- Task to complete: Reply with one number, the count of lines below that contain the string "names".

Dataset records: Begin

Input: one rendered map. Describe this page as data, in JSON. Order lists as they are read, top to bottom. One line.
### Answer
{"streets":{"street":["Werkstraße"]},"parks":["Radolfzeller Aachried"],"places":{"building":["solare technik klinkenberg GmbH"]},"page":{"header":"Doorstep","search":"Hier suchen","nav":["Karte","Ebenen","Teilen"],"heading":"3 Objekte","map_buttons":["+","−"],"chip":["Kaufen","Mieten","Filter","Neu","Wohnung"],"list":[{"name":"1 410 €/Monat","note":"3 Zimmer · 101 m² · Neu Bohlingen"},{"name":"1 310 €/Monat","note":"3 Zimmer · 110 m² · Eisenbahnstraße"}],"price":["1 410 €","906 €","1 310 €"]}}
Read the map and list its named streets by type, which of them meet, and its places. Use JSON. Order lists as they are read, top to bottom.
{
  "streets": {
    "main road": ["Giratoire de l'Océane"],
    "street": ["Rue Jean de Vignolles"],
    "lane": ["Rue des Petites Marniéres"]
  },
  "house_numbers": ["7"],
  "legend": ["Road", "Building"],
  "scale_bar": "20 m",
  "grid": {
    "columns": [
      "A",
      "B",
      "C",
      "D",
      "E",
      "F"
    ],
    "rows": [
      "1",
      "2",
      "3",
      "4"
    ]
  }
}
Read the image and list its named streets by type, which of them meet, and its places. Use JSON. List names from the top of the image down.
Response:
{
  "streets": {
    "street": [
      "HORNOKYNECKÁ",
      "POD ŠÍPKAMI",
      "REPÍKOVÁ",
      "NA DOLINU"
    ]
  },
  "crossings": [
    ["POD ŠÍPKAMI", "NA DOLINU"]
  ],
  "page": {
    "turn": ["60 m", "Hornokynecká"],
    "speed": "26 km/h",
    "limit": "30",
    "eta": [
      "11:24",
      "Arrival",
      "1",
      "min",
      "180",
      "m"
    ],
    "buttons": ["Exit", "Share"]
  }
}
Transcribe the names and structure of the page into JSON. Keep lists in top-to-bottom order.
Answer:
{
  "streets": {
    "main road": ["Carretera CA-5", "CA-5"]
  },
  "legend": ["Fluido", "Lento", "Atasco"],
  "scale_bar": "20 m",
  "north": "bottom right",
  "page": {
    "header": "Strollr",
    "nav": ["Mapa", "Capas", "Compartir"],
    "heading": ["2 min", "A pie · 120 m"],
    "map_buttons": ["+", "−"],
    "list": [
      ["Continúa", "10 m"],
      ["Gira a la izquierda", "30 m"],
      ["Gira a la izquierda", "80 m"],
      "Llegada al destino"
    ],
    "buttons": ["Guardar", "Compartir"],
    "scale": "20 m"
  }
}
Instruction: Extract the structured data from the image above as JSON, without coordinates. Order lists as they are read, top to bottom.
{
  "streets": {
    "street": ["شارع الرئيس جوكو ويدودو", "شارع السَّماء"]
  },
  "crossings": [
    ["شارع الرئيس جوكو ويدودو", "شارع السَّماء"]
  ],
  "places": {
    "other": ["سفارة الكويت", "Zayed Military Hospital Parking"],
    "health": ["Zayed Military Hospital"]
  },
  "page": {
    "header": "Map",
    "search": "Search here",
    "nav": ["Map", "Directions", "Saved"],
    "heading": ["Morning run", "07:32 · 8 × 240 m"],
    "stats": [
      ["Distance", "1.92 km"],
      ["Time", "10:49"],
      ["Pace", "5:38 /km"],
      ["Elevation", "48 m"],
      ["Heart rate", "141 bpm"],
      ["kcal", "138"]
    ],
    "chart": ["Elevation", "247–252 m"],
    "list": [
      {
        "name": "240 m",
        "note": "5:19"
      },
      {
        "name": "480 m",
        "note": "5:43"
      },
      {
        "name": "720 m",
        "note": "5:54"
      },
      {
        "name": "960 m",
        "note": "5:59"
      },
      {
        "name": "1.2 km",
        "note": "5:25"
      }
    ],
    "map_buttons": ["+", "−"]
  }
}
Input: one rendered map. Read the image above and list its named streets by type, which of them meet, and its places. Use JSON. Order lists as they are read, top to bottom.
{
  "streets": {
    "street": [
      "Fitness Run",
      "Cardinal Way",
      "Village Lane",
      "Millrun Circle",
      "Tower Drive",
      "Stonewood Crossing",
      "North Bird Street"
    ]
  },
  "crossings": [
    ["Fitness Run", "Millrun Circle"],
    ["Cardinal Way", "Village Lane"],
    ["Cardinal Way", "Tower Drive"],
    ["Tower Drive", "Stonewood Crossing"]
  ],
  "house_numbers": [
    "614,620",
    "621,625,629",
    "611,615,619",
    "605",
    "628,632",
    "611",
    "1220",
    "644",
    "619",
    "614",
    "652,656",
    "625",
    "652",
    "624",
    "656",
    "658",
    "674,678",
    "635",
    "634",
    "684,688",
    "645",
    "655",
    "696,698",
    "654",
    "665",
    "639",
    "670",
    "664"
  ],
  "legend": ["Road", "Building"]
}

Dataset records: End

- Output of the exercise: 2